↓↓↓
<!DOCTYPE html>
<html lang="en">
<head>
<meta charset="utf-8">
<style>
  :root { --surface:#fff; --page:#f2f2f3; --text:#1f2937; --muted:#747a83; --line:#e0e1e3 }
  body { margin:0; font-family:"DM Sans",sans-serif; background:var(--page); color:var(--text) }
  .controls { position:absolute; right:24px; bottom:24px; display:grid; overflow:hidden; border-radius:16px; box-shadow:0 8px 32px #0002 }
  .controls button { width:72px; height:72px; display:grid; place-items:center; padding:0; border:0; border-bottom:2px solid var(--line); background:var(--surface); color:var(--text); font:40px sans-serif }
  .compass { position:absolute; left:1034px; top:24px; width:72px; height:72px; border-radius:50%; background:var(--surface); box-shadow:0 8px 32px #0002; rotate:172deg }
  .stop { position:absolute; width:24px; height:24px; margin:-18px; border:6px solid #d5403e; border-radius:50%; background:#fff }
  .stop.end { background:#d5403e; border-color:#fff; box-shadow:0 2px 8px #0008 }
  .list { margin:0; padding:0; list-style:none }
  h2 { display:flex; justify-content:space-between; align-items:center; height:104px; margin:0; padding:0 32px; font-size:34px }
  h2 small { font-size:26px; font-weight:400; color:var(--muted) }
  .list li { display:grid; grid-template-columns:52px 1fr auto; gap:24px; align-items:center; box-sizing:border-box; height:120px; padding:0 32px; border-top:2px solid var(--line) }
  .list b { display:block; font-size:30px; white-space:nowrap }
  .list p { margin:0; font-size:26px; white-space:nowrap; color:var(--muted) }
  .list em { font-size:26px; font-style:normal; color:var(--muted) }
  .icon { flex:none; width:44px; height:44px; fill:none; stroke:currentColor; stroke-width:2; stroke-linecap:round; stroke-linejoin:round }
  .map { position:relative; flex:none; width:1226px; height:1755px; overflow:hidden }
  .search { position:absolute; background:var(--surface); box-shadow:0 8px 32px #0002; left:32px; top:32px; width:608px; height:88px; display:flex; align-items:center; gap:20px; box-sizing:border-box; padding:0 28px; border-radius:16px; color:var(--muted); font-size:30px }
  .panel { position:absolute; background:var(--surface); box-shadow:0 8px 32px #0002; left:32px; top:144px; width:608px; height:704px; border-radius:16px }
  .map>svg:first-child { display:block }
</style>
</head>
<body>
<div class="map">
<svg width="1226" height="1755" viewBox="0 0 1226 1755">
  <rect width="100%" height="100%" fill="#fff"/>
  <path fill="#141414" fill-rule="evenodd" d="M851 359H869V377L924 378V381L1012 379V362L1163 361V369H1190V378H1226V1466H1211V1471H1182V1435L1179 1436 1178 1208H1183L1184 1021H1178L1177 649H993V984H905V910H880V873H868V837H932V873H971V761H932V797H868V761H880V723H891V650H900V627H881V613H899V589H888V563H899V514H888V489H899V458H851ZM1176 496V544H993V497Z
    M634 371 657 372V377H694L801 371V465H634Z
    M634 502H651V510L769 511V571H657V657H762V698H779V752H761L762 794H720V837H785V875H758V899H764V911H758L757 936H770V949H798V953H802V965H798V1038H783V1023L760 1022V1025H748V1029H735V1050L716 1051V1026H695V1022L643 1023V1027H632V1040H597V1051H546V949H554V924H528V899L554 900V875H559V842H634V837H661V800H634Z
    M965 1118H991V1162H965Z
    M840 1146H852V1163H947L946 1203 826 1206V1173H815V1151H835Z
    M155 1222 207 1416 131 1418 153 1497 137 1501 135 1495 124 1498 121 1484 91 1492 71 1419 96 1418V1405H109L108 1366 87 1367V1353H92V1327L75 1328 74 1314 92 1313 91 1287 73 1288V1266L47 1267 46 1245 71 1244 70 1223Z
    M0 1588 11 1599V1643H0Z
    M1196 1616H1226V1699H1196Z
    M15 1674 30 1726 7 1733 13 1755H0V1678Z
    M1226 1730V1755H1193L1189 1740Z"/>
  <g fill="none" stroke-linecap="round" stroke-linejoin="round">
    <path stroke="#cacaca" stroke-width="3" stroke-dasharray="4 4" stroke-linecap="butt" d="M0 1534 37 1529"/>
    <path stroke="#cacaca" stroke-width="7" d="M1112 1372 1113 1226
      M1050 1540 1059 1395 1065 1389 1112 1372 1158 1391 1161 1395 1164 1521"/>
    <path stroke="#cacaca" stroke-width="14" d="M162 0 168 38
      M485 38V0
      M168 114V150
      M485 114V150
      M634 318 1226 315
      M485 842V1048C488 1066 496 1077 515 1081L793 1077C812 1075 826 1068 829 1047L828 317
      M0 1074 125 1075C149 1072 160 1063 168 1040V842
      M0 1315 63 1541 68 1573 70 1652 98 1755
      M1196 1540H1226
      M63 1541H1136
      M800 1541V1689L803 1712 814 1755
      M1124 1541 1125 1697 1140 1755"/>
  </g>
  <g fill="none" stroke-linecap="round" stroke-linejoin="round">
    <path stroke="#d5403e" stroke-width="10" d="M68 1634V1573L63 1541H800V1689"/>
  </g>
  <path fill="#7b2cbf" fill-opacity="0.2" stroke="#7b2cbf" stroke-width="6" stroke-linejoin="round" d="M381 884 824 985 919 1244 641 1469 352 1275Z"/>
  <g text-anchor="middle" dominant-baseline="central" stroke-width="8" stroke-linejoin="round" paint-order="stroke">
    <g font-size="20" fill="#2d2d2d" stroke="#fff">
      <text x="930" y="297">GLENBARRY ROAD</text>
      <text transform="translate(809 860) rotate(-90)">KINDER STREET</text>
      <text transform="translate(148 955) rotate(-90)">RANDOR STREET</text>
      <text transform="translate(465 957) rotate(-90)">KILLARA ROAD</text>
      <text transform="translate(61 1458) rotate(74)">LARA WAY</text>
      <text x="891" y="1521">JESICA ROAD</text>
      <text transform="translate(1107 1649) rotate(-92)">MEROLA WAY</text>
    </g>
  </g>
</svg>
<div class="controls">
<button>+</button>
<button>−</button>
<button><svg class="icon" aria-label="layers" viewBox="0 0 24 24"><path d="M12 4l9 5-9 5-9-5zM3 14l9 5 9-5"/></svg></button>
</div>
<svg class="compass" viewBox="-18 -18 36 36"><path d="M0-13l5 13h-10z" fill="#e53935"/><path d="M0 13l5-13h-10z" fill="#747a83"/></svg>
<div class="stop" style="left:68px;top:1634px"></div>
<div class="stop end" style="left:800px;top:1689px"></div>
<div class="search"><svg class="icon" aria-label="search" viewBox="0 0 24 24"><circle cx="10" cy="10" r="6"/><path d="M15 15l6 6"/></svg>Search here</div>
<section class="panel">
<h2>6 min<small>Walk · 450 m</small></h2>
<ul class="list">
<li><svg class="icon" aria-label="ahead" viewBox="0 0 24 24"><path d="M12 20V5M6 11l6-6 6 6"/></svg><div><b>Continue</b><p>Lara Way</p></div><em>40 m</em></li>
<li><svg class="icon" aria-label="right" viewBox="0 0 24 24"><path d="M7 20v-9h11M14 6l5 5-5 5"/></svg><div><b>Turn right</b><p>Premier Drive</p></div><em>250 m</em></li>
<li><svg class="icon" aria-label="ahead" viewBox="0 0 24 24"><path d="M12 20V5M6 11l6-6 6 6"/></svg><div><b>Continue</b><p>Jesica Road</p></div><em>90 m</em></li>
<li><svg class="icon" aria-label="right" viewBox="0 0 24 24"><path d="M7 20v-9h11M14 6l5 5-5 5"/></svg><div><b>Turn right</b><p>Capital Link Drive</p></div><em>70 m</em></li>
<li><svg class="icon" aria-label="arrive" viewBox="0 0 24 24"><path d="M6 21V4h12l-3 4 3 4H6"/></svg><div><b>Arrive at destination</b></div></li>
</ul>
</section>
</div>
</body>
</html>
↑↑↑
■ Problem to work on
Where the listing above has a line with "margin:0; padding:0; list-style:none", start there, and output every line exactly through the line with "M634 371 657 372V377H694L801 371V465H634Z", which is also included.

■ Task output
  .list { margin:0; padding:0; list-style:none }
  h2 { display:flex; justify-content:space-between; align-items:center; height:104px; margin:0; padding:0 32px; font-size:34px }
  h2 small { font-size:26px; font-weight:400; color:var(--muted) }
  .list li { display:grid; grid-template-columns:52px 1fr auto; gap:24px; align-items:center; box-sizing:border-box; height:120px; padding:0 32px; border-top:2px solid var(--line) }
  .list b { display:block; font-size:30px; white-space:nowrap }
  .list p { margin:0; font-size:26px; white-space:nowrap; color:var(--muted) }
  .list em { font-size:26px; font-style:normal; color:var(--muted) }
  .icon { flex:none; width:44px; height:44px; fill:none; stroke:currentColor; stroke-width:2; stroke-linecap:round; stroke-linejoin:round }
  .map { position:relative; flex:none; width:1226px; height:1755px; overflow:hidden }
  .search { position:absolute; background:var(--surface); box-shadow:0 8px 32px #0002; left:32px; top:32px; width:608px; height:88px; display:flex; align-items:center; gap:20px; box-sizing:border-box; padding:0 28px; border-radius:16px; color:var(--muted); font-size:30px }
  .panel { position:absolute; background:var(--surface); box-shadow:0 8px 32px #0002; left:32px; top:144px; width:608px; height:704px; border-radius:16px }
  .map>svg:first-child { display:block }
</style>
</head>
<body>
<div class="map">
<svg width="1226" height="1755" viewBox="0 0 1226 1755">
  <rect width="100%" height="100%" fill="#fff"/>
  <path fill="#141414" fill-rule="evenodd" d="M851 359H869V377L924 378V381L1012 379V362L1163 361V369H1190V378H1226V1466H1211V1471H1182V1435L1179 1436 1178 1208H1183L1184 1021H1178L1177 649H993V984H905V910H880V873H868V837H932V873H971V761H932V797H868V761H880V723H891V650H900V627H881V613H899V589H888V563H899V514H888V489H899V458H851ZM1176 496V544H993V497Z
    M634 371 657 372V377H694L801 371V465H634Z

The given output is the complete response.